There story begins 6 years ago, in a small little cubby where they were hatched. Mom (Cooper) hatched them by herself and she was an "on the side" affair, with Hamilton who was mated already. He didn't take any responsiblity, nor did he help her at all.

I tried to help her as she struggled to raise them by herself, they were small and didn't seem to grow much. She abandoned them on the 4th day, they were cold when I found them and Sonic, had a huge scratch on her back. She was the larger of the two and dark colored, and Skye was tiny and so small and lighter colored. I thought he would be the girl and she would be the boy. I brought them inside and called Doreen, our county rehabber who gave me all the necssary information to handraise them, and that got me into a whole new world of beginnings.

Their life, as they knew it went from a small cubby to a nest box like basket filled with lots of paper towels and towels for warmth and humans to take care of their every need. Their feedings were messy, came frequent and regular, small at first, but increased as they finally started to growing and even more when they were getting their feathers. They turned my whole world upside down for several weeks, seemed like it was forever, until they looked vibrant healthy. They sparred with each other and fought for my attention and peeping was constant until dark. 

At the same time my breathing became so labored as I had such close contact with them, that I finally ended up going to the hospital when I couldn't catch my breath. Doreen finished raisng them for me, and also started the task of weaning them for me. By the time I got home and picked them up, they were fat little butter-balls used to living life indoors and walking around the house at ease, and like they owned the place.

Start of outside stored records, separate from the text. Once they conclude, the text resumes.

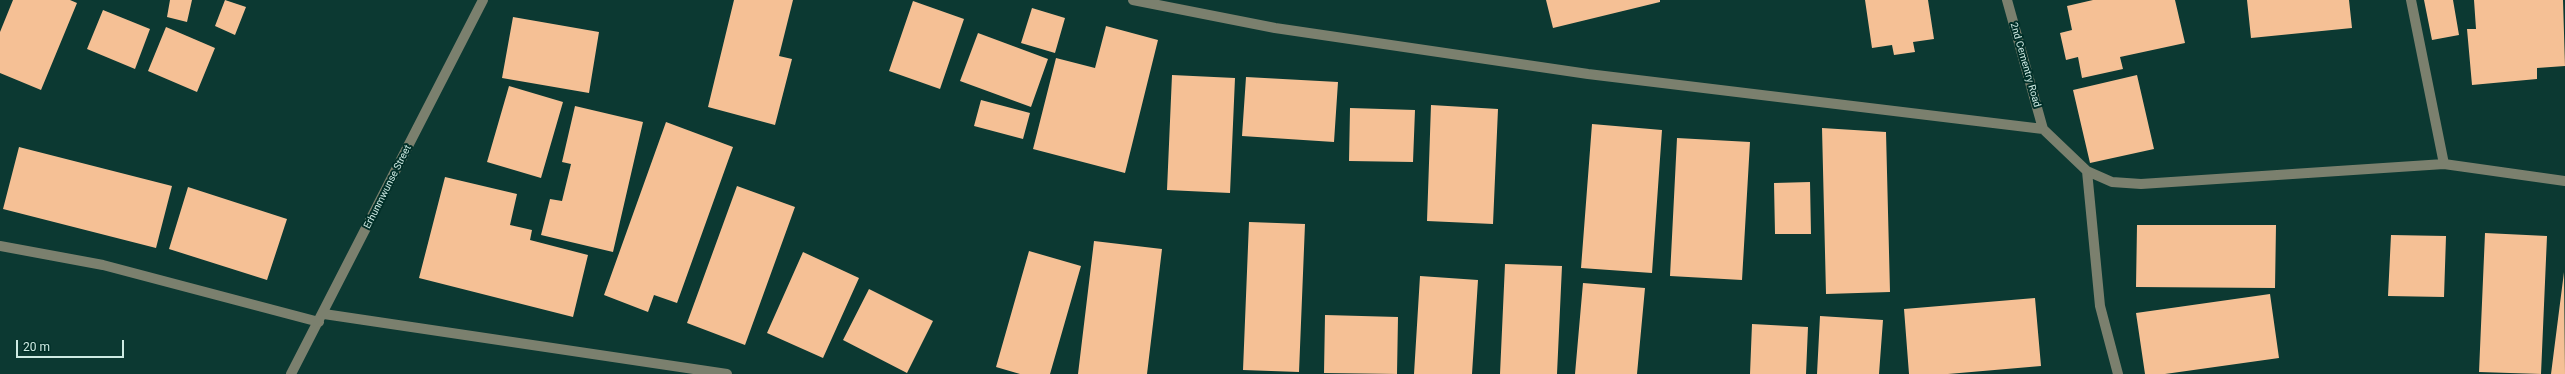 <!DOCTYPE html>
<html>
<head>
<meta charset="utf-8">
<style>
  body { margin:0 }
  #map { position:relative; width:2565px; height:374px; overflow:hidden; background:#0c3932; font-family:Roboto,sans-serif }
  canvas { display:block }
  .scale { position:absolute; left:16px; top:340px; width:108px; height:18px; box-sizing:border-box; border:2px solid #ceeae3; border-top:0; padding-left:5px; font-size:12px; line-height:14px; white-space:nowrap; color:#ceeae3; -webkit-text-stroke:3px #002f28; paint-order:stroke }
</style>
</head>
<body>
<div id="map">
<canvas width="2565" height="374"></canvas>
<div class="scale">20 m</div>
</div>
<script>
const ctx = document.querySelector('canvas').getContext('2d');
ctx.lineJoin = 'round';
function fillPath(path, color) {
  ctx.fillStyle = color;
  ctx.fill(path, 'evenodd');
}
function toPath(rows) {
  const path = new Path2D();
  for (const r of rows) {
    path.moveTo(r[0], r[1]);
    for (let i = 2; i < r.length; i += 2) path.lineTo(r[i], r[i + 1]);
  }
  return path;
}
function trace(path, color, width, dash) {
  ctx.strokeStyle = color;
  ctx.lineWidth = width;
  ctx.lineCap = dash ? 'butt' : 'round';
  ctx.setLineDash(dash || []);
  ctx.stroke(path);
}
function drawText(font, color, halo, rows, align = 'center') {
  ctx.font = font + ' Roboto,sans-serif';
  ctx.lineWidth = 4;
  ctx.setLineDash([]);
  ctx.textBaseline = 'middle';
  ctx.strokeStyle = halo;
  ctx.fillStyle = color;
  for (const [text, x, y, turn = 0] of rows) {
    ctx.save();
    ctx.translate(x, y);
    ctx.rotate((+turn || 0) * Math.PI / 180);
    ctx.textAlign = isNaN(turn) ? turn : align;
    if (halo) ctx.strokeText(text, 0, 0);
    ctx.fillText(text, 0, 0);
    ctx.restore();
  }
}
const building = toPath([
  [13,0,70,0,77,3,41,90,0,73,0,32],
  [170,0,192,0,187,22,167,17],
  [225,0,246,7,235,35,215,26],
  [734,0,793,0,779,56,792,59,775,125,708,107],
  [1546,0,1660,0,1660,2,1553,28],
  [1865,0,1928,0,1934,39,1913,42,1915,52,1894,55,1892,45,1872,48],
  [2093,0,2175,0,2185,43,2120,57,2123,69,2082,78,2078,57,2066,60,2060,33,2072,30,2067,6],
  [2247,0,2349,0,2352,28,2251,38],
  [2424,0,2453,0,2459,35,2432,40],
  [2474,0,2563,0,2565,66,2537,68,2537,79,2472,85,2467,29,2476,29],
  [913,1,964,19,940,89,889,71],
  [1032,8,1065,18,1055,53,1021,43],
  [103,10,150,29,135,69,87,49],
  [513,17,599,32,589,93,502,78],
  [1106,26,1158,40,1125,173,1033,149,1056,58,1095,68],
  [166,27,215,48,197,92,148,71],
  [978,33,1048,59,1031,107,960,81],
  [1172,75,1235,78,1230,193,1167,190],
  [2137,75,2154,149,2090,163,2073,90],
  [1246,77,1338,82,1334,142,1242,136],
  [509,86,563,102,541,178,487,162],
  [981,100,1030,113,1023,139,974,126],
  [1431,105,1498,109,1493,224,1427,221],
  [575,106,643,122,613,252,541,235,550,199,562,201,571,164,562,162],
  [1350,108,1415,110,1413,162,1349,161],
  [666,122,733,147,677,303,654,295,648,312,604,295],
  [1592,124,1662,130,1652,273,1581,268],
  [1822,128,1886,132,1890,292,1826,294],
  [1677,138,1750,142,1742,280,1670,276],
  [19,147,172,186,156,248,3,209],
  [445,177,517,194,510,225,532,230,530,240,588,255,573,317,419,278],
  [1810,182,1811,234,1775,234,1774,183],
  [737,186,795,207,745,345,687,323],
  [188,187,287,219,267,280,169,249],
  [1249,222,1305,224,1299,372,1243,370],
  [2137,225,2276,225,2275,288,2136,287],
  [2485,233,2547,236,2541,374,2479,372],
  [2391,235,2446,236,2444,297,2388,296],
  [1094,241,1162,249,1147,374,1078,374],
  [1029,251,1081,266,1050,374,1020,374,996,367],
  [803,252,859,278,823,358,767,333],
  [1505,264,1562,266,1557,374,1500,374],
  [2564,272,2565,374,2551,374],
  [1420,276,1478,280,1472,374,1414,374],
  [1583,283,1645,288,1637,374,1575,374],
  [869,289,933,321,907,373,843,340],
  [2270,294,2279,358,2165,374,2145,374,2136,313],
  [2035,298,2041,366,1948,374,1909,374,1904,309],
  [1325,315,1398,317,1397,374,1324,373],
  [1820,316,1883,320,1879,374,1817,374],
  [1752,324,1808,327,1806,374,1750,374]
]);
const minor = toPath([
  [1133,0,1275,28,1588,74,2043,129,2087,171,2112,182,2141,184,2444,164,2565,181],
  [2007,0,2043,129],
  [2411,0,2444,164],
  [2087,171,2100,306,2118,374],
  [0,246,103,265,319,322],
  [324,314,727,374],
  [291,374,483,0]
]);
const streetNames = [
  ["2nd Cementry Road",2025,65,74],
  ["Erhunmwunse Street",388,187,-63]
];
fillPath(building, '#f5c095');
trace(minor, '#7b806e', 10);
drawText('10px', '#ceeae3', '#002f28', streetNames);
</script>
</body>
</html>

After my little trip to the hopsital I knew that I had to get them weaned and into the coop with the other birds. We built them a nice big nest box and slowly got them used to lthe coop. We finally moved them outside and they made the adjustment very well.

Skye went on to make his debut on Animal Planets' Pet Psychic that October and was the hit of the show. That was the most incredible experience for us both. I learned alot about him and his feelings. That story is in the archives, as it was the beginning of my introduction to this forum.

Here is the thread:

http://www.pigeons.biz/forums/showthread.php?t=7276

Regarding Skye's talk with Sonya. She told me a number of things that Skye was telling her, not only that he had a rough start in life, but if I was going to give him away? I said no, never, I thought to myself...where would he get that idea like that from...then I remembered I was taking him everywhere the week before the show, to my moms to my friends house, to the pet store-trying to get him used to being around other people and animals, so perhaps he thought I was looking for a home for him. She also said there was very overrbearing bird in his life and was a nuisance,and that he was going to deal with that bird! That was Sonica, she was bossing him around all the time and very possessive of him.


----------



## Pidgey (May 20, 2005)

HAPPY BIRD-THDAY, SKYE & SONICA!!!

Have a day of safflower seeds!

Pidgey


----------



## John_D (Jan 24, 2002)

Yeah ... happy eggday, sweet pidgies!​
John


----------



## Maggie-NC (Jun 22, 2005)

Trees, I always love reading about the beautiful Skye and Sonica. So, give them a big kiss from me and tell them HAPPY BIRTHDAY.


----------



## Skyeking (Jan 17, 2003)

Thank you Pidgey, John and Maggie. Maggie, I will give them a bigg kiss and a happy b-day from you.




Pidgey said:


> Have a day of safflower seeds!
> Pidgey



I just sang happy birthday to them and brought them their own private dish with seeds, topped with safflower and cut-up peanuts.


----------



## Lovebirds (Sep 6, 2002)

*HAPPY BIRTHDAY TO SKYE AND SONICA*...........I already know that momma will spoil you.


----------



## Pidgey (May 20, 2005)

Can you get a picture of them chowing down?

Pidgey


----------



## Whitefeather (Sep 2, 2002)

This is an occasion that calls for the Big Guy.  

*Skye & Sonica*
Sending you a Special Birthday wish on behalf of the AZWhitefeather gang


----------



## Lovebirds (Sep 6, 2002)

Ok. Is it Sonic or Sonica???????? I always thought it was Sonic but now I'm not so sure.


----------



## Maggie-NC (Jun 22, 2005)

Renee, I think Sonic turned out to be a little girl.


----------



## Whitefeather (Sep 2, 2002)

Lovebirds said:


> Ok. *Is it Sonic or Sonica*???????? I always thought it was Sonic but now I'm not so sure.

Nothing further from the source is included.